The Report of the State’s Attorney describes many details, including:

  • “In 2005, the shooter was diagnosed with Asperger’s Disorder and was described as presenting with significant social impairments and extreme anxiety. It was also noted that he lacked empathy and had very rigid thought processes. He had a literal interpretation of written and verbal material. In the school setting, the shooter had extreme anxiety and discomfort with changes, noise, and physical contact with others.”
  • The shooter disliked birthdays, Christmas and holidays. He would not allow his mother to put up a Christmas tree. The mother explained it by saying that shooter had no emotions or feelings.”
  • “When the shooter had his hair cut, he did not like to be touched and did not like the sound of clippers, so they were not used much.”
  • “The fifth grade was also the year that, related to a class project, the shooter produced the “Big Book of Granny” in which the main character has a gun in her cane and shoots people. The story includes violence against children. There is no indication this was ever handed in to the school.”
  • “ In high school the shooter would have “episodes” and his mother would be called to the school. The episodes would last about fifteen minutes each.

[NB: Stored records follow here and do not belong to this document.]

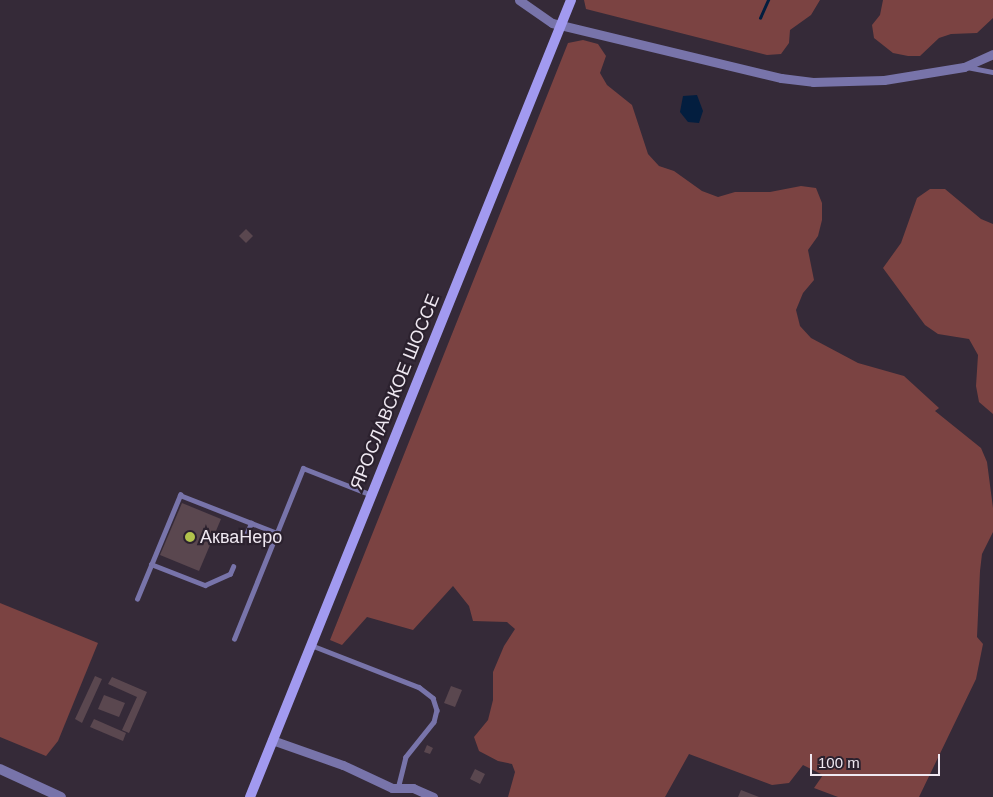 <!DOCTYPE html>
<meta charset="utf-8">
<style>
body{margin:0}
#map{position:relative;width:993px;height:797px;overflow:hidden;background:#352a38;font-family:Arial,sans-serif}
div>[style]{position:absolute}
.green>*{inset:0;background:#7b4342}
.water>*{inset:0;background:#031e3f}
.stream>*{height:2.5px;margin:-1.25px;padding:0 1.25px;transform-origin:1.25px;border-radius:1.25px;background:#031e3f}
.building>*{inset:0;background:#5a474f}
.service>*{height:4.5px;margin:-2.25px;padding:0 2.25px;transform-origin:2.25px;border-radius:2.25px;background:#7874aa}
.minor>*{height:9px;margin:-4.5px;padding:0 4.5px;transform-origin:4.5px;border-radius:4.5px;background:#7874aa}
.tertiary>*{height:10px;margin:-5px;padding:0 5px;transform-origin:5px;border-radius:5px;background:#7874aa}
.secondary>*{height:10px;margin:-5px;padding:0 5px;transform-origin:5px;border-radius:5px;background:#a29af0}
.dots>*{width:14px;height:14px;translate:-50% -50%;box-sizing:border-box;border:2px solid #2b212e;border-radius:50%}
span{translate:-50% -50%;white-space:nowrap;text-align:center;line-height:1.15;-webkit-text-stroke:4.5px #2b212e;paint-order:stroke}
.street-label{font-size:18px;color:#efe8f1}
.poi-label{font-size:18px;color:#efe8f1}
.left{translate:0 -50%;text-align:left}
.scale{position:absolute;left:810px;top:754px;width:130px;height:22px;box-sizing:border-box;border:2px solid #efe8f1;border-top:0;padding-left:6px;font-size:15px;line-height:18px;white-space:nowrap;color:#efe8f1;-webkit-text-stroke:4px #2b212e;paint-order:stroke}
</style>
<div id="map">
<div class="green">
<div style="clip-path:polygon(584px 0,820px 0,811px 15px,790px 30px,789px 43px,781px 54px,767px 55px,586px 9px)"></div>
<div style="clip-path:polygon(883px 0,993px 0,993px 18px,977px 33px,951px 34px,939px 38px,920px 56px,908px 56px,893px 53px,874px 38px,872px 25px,880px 15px)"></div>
<div style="clip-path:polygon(583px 40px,598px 44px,606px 56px,600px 73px,607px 85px,632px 105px,648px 154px,659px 166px,674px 171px,702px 191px,718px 197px,735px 192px,770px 192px,801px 186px,816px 188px,822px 203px,822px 220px,818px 236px,808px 250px,814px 280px,803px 293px,796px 310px,800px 326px,811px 338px,858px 363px,904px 376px,939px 408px,935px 411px,981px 448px,987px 462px,993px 508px,993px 532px,982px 554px,980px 571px,977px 637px,983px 644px,976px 679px,919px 797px,838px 797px,814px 788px,823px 775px,803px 765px,789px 783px,772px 785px,689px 754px,665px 797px,508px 797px,515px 772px,512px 764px,498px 761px,479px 751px,474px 737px,488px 720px,493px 700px,493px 672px,504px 646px,515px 629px,507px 622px,473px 621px,469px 606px,453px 586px,413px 630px,367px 617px,342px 645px,330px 640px,568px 43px)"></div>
<div style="clip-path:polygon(930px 189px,945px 189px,981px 219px,993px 224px,993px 414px,979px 402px,976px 386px,978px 355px,969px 339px,938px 334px,925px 325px,883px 268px,901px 243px,917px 198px)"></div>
<div style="clip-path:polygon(0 603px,98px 643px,58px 741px,46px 756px,0 737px)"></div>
</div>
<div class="water">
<div style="clip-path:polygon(697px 95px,703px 111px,699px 123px,688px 122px,680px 112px,683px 96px)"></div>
</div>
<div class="stream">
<div style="left:760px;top:18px;width:20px;rotate:-66deg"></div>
</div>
<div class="building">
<div style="clip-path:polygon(246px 229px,253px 236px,246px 243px,239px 236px)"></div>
<div style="clip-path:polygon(182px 503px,221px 519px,199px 571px,160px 555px)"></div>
<div style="clip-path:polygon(95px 676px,102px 679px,82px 723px,75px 719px)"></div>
<div style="clip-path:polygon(112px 677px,147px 692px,129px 733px,122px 730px,137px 697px,108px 684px)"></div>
<div style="clip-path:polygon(451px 686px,462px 690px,455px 707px,444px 703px)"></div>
<div style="clip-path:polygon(104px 695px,125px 703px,119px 717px,98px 709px)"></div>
<div style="clip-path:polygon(94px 719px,126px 733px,123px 741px,90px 727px)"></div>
<div style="clip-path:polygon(427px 745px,433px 748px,430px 754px,424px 752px)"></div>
<div style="clip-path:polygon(475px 769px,485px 774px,480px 784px,470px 779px)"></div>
<div style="clip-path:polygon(741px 790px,759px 797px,738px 797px)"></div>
</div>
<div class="service">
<div style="left:967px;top:67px;width:26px;rotate:11deg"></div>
<div style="left:246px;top:535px;width:13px;rotate:-67deg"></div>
<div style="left:151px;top:564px;width:58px;rotate:21.3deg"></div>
<div style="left:205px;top:585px;width:27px;rotate:-24deg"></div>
<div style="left:230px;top:574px;width:8px;rotate:-67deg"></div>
<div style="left:137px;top:599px;width:113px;rotate:-67.5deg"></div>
<div style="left:180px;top:495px;width:104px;rotate:21.4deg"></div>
<div style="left:234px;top:639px;width:184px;rotate:-68deg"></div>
<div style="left:303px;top:468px;width:74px;rotate:21.4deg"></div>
<div style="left:311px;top:645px;width:116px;rotate:21.3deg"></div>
<div style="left:419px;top:687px;width:18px;rotate:38deg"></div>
<div style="left:433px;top:698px;width:13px;rotate:72deg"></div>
<div style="left:437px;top:710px;width:12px;rotate:104deg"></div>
<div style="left:434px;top:722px;width:45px;rotate:128.7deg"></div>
<div style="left:406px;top:757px;width:32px;rotate:104deg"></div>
</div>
<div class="minor">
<div style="left:519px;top:0;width:40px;rotate:34.9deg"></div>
<div style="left:552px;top:23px;width:236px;rotate:13.5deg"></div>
<div style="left:781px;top:78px;width:32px;rotate:7deg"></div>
<div style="left:813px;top:82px;width:71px;rotate:-1.6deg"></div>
<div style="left:884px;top:80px;width:81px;rotate:-9.2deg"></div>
<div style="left:964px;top:67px;width:32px;rotate:-24deg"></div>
<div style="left:272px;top:740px;width:75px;rotate:19.4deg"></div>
<div style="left:343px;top:765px;width:54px;rotate:25.1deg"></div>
<div style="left:392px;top:788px;width:21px"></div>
<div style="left:413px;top:788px;width:22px;rotate:24deg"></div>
</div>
<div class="tertiary">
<div style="left:0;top:769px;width:67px;rotate:24.7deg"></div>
</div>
<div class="secondary">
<div style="left:250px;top:797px;width:859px;rotate:-68.06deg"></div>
</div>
<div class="dots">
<div style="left:190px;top:537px;background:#b2c34c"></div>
</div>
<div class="street-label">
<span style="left:395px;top:392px;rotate:-68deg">ЯРОСЛАВСКОЕ ШОССЕ</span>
</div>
<div class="poi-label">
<span class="left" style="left:200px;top:537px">АкваНеро</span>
</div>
<div class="scale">100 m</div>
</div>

There were no signs of violence during any of these episodes and the shooter was more likely to be victimized than to act in violence against another. “
  • “In preschool his conduct included repetitive behaviors, temper tantrums, smelling things that were not there, excessive hand washing and eating idiosyncrasies. “
  • “In 2006 the shooter had an overall IQ in the average range. He had no learning disability. Depending on the psychological test taken he could be average, below average or above average. Testing that required the touching of objects could not be done. It was reported that his school issues related to his identified emotional and/or Pervasive Developmental Disorder (PDD) spectrum behaviors. His high level of anxiety, Asperger’s characteristics, Obsessive Compulsive Disorder (OCD) concerns and sensory issues all impacted his performance to a significant degree, limiting his participation in a general education curriculum. Tutoring, desensitization and medication were recommended.”
  • “Over the years his mother consistently described the shooter as having Asperger’s syndrome. She had a number of books in the home on the topic. She also described the shooter as being unable to make eye contact, sensitive to light and couldn’t stand to be touched. Over time he had multiple daily rituals, an inability to touch door knobs, repeated hand washing and obsessive clothes changing, to the point that his mother was frequently doing laundry.”
  • “The shooter refused to take suggested medication and did not engage in suggested behavior Therapies.”


Mental health professionals

It is clear from the Report, that the shooter was seen by mental health professionals. The Report provides no information on why the shooter, who had a severe diagnosis and was seen by mental health professionals, could refuse to take suggested medication and not engage in suggested behavior Therapies.

The Report of the State’s Attorney highlights, that:

“It is important to note that it is unknown, what contribution, if any, the shooter’s mental health issues made to his attack on Sandy Hook Elementary School. Those mental health professionals who saw him did not see anything that would have predicted his future behavior.”

The report does not conclude, that the shooter’s mental health issues and autism spectrum disorder did not have any impact on the shooter’s conduct.

The Report concludes, that the investigation is closed.